[Saved entries]
-*-

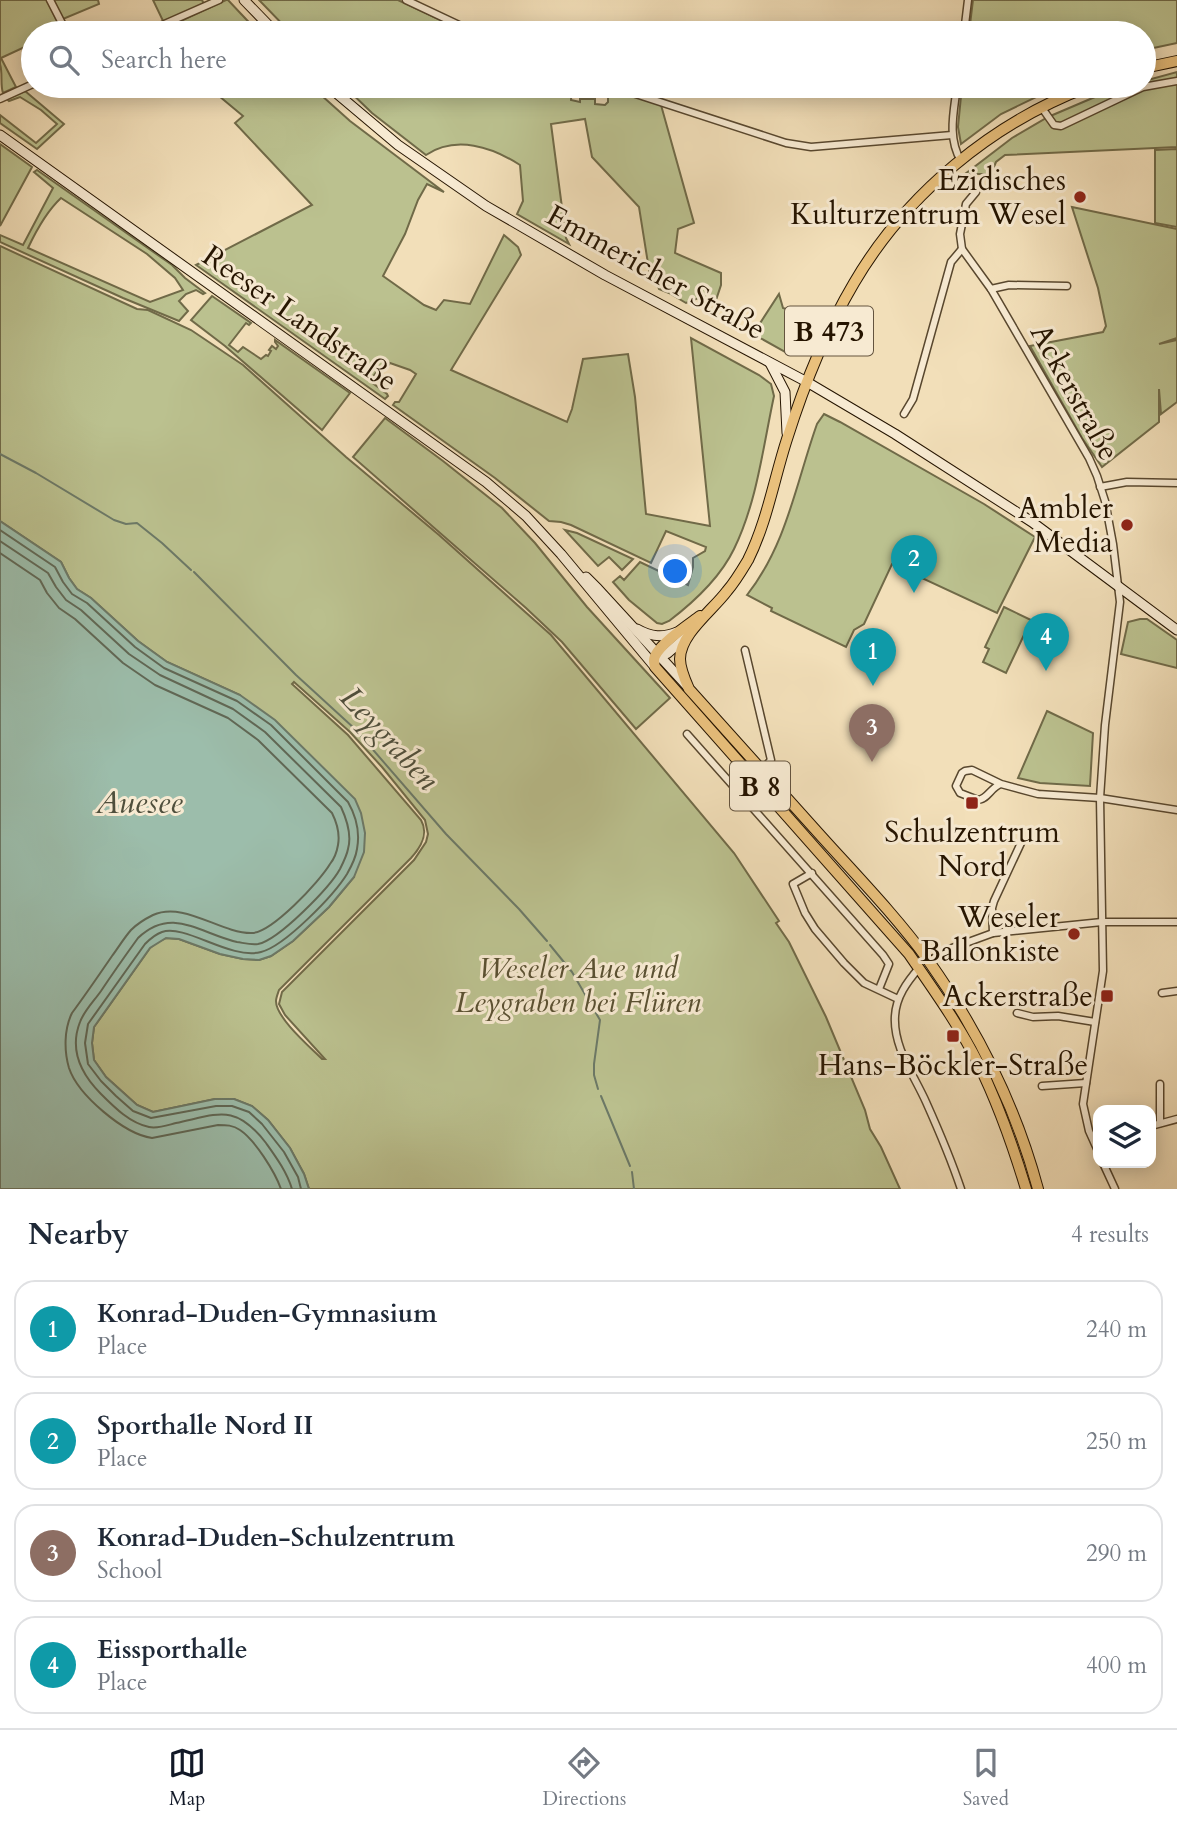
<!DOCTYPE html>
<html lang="en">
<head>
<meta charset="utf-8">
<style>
	body { margin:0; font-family:Cardo,serif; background:#f2f2f3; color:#1f2937 }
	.controls { position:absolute; right:21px; bottom:21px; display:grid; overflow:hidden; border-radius:14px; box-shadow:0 4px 18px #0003 }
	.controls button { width:63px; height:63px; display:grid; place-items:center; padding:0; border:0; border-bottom:2px solid #e0e1e3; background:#fff; color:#1f2937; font:35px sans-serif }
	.you { position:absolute; left:676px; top:572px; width:24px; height:24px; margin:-18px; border:5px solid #fff; border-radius:50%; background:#1a73e8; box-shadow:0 0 0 10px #1a73e833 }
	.badge { display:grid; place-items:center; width:46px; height:46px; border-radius:50%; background:#111827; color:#fff; font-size:23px; font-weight:700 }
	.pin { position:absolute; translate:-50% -58px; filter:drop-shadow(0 2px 4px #0008) }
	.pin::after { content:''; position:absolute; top:37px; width:24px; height:21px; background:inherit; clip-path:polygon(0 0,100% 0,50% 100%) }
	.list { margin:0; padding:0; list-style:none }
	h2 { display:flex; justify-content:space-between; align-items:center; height:91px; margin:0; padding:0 28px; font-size:30px }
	h2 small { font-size:23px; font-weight:400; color:#747a83 }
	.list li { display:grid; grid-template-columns:46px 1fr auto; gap:21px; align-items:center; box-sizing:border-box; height:98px; margin:0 14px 14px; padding:0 14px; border:2px solid #e0e1e3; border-radius:21px }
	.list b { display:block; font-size:26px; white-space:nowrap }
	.list p { margin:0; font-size:23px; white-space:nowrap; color:#747a83 }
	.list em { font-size:23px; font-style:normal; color:#747a83 }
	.icon { flex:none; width:38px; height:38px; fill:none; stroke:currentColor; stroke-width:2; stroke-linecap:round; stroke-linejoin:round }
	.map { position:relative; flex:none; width:1177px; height:1189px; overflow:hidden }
	.search { position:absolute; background:#fff; box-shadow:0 4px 18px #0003; left:21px; right:21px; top:21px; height:77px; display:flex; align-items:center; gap:18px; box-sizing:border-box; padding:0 24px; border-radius:38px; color:#747a83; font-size:26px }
	.sheet { height:539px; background:#fff }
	nav { display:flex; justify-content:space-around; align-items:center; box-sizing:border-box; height:98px; border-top:2px solid #e0e1e3; background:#fff; font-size:19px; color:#747a83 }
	nav a { display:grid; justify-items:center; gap:4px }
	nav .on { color:#111827 }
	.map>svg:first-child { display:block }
	.green { fill:#bbc18f; stroke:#706a48; stroke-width:2; fill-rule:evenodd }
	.water { fill:#9cbdab; stroke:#6c7967; stroke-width:2 }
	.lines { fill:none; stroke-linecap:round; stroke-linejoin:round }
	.shore { stroke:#606856; stroke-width:2 }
	.stream { stroke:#6c7967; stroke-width:2 }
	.street-casing { stroke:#58472e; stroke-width:9 }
	.secondary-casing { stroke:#251400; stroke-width:11 }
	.primary-casing { stroke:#251400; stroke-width:12 }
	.street { stroke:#f7ead2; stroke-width:6 }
	.secondary { stroke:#f7ead2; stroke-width:9 }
	.primary { stroke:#e9c07c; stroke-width:10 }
	.poi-dot { fill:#8f2418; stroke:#f7ead2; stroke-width:2.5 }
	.labels { text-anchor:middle; stroke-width:6; stroke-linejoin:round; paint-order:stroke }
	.shield { fill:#f7ead2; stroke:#64543f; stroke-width:2 }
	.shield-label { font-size:28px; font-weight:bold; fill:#251400 }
	.poi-label { font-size:30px; fill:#251400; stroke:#f7ead2; text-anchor:end }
	.street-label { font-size:30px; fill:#251400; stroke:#f7ead2 }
	.park-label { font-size:30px; font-style:italic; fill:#5a5132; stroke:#f7ead2 }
	.water-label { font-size:32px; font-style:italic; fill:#4f4f3c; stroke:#f7ead2 }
</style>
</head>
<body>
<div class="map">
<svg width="1177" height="1189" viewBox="0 0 1177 1189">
	<rect width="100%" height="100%" fill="#f2dfb9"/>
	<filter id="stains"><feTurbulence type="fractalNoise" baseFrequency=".00286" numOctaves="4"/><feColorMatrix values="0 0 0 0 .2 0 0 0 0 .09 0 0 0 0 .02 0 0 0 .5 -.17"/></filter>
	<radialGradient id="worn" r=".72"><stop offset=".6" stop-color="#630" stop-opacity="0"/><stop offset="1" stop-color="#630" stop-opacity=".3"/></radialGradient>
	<g class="green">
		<path d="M0,0H47L63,33H33V48L31,44L1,58L16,87L3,93C0,84 3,74 0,64Z"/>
		<path d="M53,0H98L99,4L63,19Z"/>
		<path d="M153,0H202L204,4L164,23Z"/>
		<path d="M226,0H228L259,33L157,32Z"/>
		<path d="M259,0H398L468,33H291Z"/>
		<path d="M973,0H1177V43L1144,50V33H969Z"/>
		<path d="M1177,72V147L1005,155L996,162L991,174H965L1012,138L1048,117L1109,91L1127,86H1144V81Z"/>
		<path d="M207,86H311L350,121L444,192L427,184L418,200L405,234L383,276L424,305L436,310L444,300L470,304L504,235L518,247L521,255L451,370L567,422L572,409L583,359L628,354L635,397L646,514L710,526L691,338L759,375L771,384L774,396C763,447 757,502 734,549C720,578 694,602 669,621L662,624L657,623L629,600L613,582L620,576L624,580L640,562L688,585L693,567V558L705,551L706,547L666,531L651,563L571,525L561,522L549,521L495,478L393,405L395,402H399L416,374L410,370L390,363L386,369L380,367L370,381L387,394L388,396L385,399L196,265L312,205L235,123L243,116Z"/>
		<path d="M344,86H572L571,100L580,102V99H595V104L605,105L608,102V88L661,105L694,223L678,229L675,253L721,273V285L716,300L701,297L686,303L669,293L659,289L657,283L650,276L639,207L592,157L585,119L551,124L566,238L569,244L517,214L523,201L520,165C492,147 456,135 426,155L372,113Z"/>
		<path d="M962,86H1059L1001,114L961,144L958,127Z"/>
		<path d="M25,91L64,124L37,149L0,123V115L36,143L57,124L41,110L20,97L9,101L7,99Z"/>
		<path d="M0,144L32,167L0,226Z"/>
		<path d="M1177,149V227L1155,223V150Z"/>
		<path d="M37,170L172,265L185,278L205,293L203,294L196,290L186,294L179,301L188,311L179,321L123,298L0,242V235L23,245L53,188L34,172ZM61,198L147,254L175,278L183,290L150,302L28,248C36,231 47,211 61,198Z"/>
		<path d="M1072,207L1177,229V338L1159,344L1177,340V402L1161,414L1159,389V422L1102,467L1082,438L1030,346L1103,332L1106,326L1098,288Z"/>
		<path d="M0,246L137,309L148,310L191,330L243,365L346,457L439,535L551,635L734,853L779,921L776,923L789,942L826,1017L865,1110L870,1129L881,1147L900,1189H309L304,1174L290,1148L268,1120L252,1106L234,1099H215L153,1112L137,1105L106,1077L94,1060L92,1043L94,1027L150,948L157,942L166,938L179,939L220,954L243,959L259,960L271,956L293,941L329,907L354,877L240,695L167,662L138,641L91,598L77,589L69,578L61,562L0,521ZM294,682L350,732L382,767L425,820L428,834L426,842L414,860L282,992L279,1004L285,1015L325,1059H322C310,1047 276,1018 276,1001C276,998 278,993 279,990L411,858C421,847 429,834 421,820L348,735L292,684Z"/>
		<path d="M779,294L783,308L812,318C806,331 801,347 789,354L753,334Z"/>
		<path d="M212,296L251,323L249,325L246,323L229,345L238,352L243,347L261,359L266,355L268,356L271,351L269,350L272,346L276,349L278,346L275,342V340L350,393L322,430L225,346L191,320Z"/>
		<path d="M824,414L840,422L984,504L1035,537L997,613L892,564L864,624L854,630L846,647L771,611L772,608L747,595C787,544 796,483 817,424Z"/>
		<path d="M385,418L443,461L502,508L535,543L587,607L670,698L636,729L562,642L526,608L353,457Z"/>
		<path d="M565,530L577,533L633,559L622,570L609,557L598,566Z"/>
		<path d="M1004,607L1031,620L1006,673L983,662L989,649L985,647Z"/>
		<path d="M1140,619H1147L1177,640V668L1121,654L1128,622Z"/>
		<path d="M1047,711L1093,733L1090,786L1040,783L1018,778Z"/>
	</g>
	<path class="water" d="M0,521L61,562L69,578L77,589L91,598L138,641L167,662L240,695L275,720L355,799L361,813L365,833L364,852L354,877L329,907L293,941L271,956L259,960L243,959L220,954L179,939L166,938L150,948L94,1027L92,1043L94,1060L106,1077L137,1105L153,1112L215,1099H234L252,1106L268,1120L290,1148L304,1174L309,1189H0Z"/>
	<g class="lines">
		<g class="shore">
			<path d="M0,530L55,567L63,582L72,594L87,603L135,647L164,668L237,701L271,725L348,802C356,816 360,833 357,849C356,856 351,867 347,874C334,895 285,946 261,952C230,960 186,924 162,932C156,934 150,939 145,944L88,1024L85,1043L88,1064L101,1081L116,1096L133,1111L151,1118L216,1106H232L249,1112L262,1124L284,1152L298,1177L301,1189"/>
			<path d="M0,541L48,573L56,587L66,600L81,610L129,654L160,675L233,709L265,732L341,807C347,820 352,835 348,849C347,855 343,863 340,869C330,887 279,940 258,944C251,945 244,943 237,942C199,933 172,906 138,938C125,956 113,973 101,991C94,1001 84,1011 80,1022C69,1050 82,1075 101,1094C115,1108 130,1123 149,1127C158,1129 168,1125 176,1123C219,1114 235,1103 266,1143C276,1157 287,1172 292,1189"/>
			<path d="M0,553L40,580L47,593L59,608L75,619L123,663L155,685L228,718L258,740L332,813C337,823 340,834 338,845C337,851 334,859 330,864C320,881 271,934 251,933C220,933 184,901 153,915C145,919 137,924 131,930C124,938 118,948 112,956C99,975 86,994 72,1013C64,1029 64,1051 69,1068C78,1095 124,1134 152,1138L218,1125C226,1125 233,1125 240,1130C255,1140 275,1172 281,1189"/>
		</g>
		<g class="stream">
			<path d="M0,454L36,473L114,520L126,524L137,523L162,543L191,570"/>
			<path d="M194,572L296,675L355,729L446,834L519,909L547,941"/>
			<path d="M550,945L572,972L600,1020L594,1064V1075L598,1089"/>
			<path d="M601,1096L630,1166"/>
			<path d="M632,1172L634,1189"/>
		</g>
		<g class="street-casing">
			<g id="street">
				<path d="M50,0L67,33"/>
				<path d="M406,0L476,33"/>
				<path d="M144,33L219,0"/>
				<path d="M964,33L968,0"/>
				<path d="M611,86L786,143L811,147L952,135"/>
				<path d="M957,86C954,111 947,137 961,161"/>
				<path d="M0,99L33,84"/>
				<path d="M1042,108L1054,125L1061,126L1143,87L1177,81"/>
				<path d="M976,192L966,204L960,234L962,249L991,289L1089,458L1097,476L1105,501L1113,544L1120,602L1105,725L1100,798L1103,971L1083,1104L1089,1131L1098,1151"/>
				<path d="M991,289L1009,285L1067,286"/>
				<path d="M904,414L913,399L951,262L962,249"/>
				<path d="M1100,487L1127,482L1177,483"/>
				<path d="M745,650L771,760L762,770"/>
				<path d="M687,734L883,955L889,964L879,989"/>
				<path d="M1001,784C991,787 988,799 978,800L960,793L956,786L962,773L965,771L972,770L1001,784L1038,794L1100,798L1177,810"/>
				<path d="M812,873L793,884L805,913L815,929L844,963L864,983L898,999"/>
				<path d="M993,933L992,908L994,901L1021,843"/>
				<path d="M929,961L952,948L993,933L1102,922H1177"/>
				<path d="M919,968C907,982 896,997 895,1016C893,1047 914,1075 926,1102C939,1131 951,1159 961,1189"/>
				<path d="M1162,993L1177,991"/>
				<path d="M1017,1013L1033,1017L1058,1016L1095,1022"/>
				<path d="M1042,1086L1086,1083"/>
				<path d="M1160,1123V1084"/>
				<path d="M1151,1126L1177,1119"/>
				<path d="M1103,1163L1115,1189"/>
			</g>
		</g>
		<g class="secondary-casing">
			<g id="secondary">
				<path d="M244,0L276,33"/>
				<path d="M328,86L398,145L486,206L605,275L807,382L895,434L1032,522L1177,630"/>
				<path d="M0,135L486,482L526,516L561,554L655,667"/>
				<path d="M770,363L785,392L787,433"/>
				<path d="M586,577L598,589L688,687"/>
				<path d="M637,629C651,637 663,638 677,632"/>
				<path d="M656,659L668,653L686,637"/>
			</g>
		</g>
		<g class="primary-casing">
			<g id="primary">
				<path d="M1144,68L1177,61"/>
				<path d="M700,616C688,625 662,642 655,656C653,661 654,661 655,667L909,954C933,989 959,1025 978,1063C998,1103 1013,1146 1026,1189"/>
				<path d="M1038,1189C1016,1107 977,1029 928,960C896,916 857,876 821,836C777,787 733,738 689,689C685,680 680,669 680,659C680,634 713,610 727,591C735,582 742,570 748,560C767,522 774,479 787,439C804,385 825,332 854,283C906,194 993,122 1090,86"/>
			</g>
		</g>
		<use href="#street" class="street"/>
		<use href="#secondary" class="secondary"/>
		<use href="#primary" class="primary"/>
	</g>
	<g class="poi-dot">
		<circle cx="1080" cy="197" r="7"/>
		<circle cx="1127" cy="525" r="7"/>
		<rect x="965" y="796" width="14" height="14" rx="3.5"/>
		<circle cx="1074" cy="934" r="7"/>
		<rect x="1100" y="989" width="14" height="14" rx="3.5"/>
		<rect x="946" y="1029" width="14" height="14" rx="3.5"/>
	</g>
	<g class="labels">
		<g class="shield">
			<rect x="785" y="306.5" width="88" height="49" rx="5"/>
			<rect x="730" y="761.5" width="60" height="49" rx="5"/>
		</g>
		<g class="shield-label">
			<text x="829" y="341">B 473</text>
			<text x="760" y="796">B 8</text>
		</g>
		<g class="poi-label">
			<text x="1066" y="190">Ezidisches<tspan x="1066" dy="34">Kulturzentrum Wesel</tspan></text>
			<text x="1113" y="518">Ambler<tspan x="1113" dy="34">Media</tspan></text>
			<text x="972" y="842" text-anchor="middle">Schulzentrum<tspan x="972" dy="34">Nord</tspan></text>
			<text x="1060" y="927">Weseler<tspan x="1060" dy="34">Ballonkiste</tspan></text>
			<text x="1093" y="1006">Ackerstraße</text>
			<text x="953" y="1075" text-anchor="middle">Hans-Böckler-Straße</text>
		</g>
		<g class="street-label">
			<text transform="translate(656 272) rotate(29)" y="10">Emmericher Straße</text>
			<text transform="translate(300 318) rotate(35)" y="10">Reeser Landstraße</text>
			<text transform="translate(1075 392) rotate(61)" y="10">Ackerstraße</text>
		</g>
		<g class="park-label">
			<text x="578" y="978">Weseler Aue und<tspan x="578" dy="34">Leygraben bei Flüren</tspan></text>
		</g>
		<g class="water-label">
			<text transform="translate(390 738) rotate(47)" y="11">Leygraben</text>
			<text x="139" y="813">Auesee</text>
		</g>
	</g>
	<rect width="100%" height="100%" filter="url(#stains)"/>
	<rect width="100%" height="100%" fill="url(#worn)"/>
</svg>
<div class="controls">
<button><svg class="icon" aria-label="layers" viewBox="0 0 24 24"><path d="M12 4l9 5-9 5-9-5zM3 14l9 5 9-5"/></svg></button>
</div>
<div class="you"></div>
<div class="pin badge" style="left:873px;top:686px;background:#0f9aa8">1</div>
<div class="pin badge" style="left:914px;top:593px;background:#0f9aa8">2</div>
<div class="pin badge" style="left:872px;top:762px;background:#8d6e63">3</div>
<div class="pin badge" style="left:1046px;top:671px;background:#0f9aa8">4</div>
<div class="search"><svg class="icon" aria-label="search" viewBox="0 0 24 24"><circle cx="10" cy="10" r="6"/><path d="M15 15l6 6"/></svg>Search here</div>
</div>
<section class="sheet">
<h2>Nearby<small>4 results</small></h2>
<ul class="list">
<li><span class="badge" style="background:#0f9aa8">1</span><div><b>Konrad-Duden-Gymnasium</b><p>Place</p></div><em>240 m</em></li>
<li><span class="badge" style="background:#0f9aa8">2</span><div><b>Sporthalle Nord II</b><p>Place</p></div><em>250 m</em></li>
<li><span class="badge" style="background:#8d6e63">3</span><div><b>Konrad-Duden-Schulzentrum</b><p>School</p></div><em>290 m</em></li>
<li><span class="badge" style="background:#0f9aa8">4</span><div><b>Eissporthalle</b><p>Place</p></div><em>400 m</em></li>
</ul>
</section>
<nav>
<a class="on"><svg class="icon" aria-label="map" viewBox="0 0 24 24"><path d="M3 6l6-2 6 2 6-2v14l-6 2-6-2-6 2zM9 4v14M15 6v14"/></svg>Map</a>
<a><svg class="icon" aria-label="directions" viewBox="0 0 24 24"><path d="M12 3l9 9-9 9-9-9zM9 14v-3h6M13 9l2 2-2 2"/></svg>Directions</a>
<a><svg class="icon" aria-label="saved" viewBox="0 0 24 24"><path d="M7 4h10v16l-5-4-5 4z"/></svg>Saved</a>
</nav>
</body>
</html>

-*-

Task instructions:
All lines above containing the string "list": copy each one.

Expected answer:
	.list { margin:0; padding:0; list-style:none }
	.list li { display:grid; grid-template-columns:46px 1fr auto; gap:21px; align-items:center; box-sizing:border-box; height:98px; margin:0 14px 14px; padding:0 14px; border:2px solid #e0e1e3; border-radius:21px }
	.list b { display:block; font-size:26px; white-space:nowrap }
	.list p { margin:0; font-size:23px; white-space:nowrap; color:#747a83 }
	.list em { font-size:23px; font-style:normal; color:#747a83 }
<ul class="list">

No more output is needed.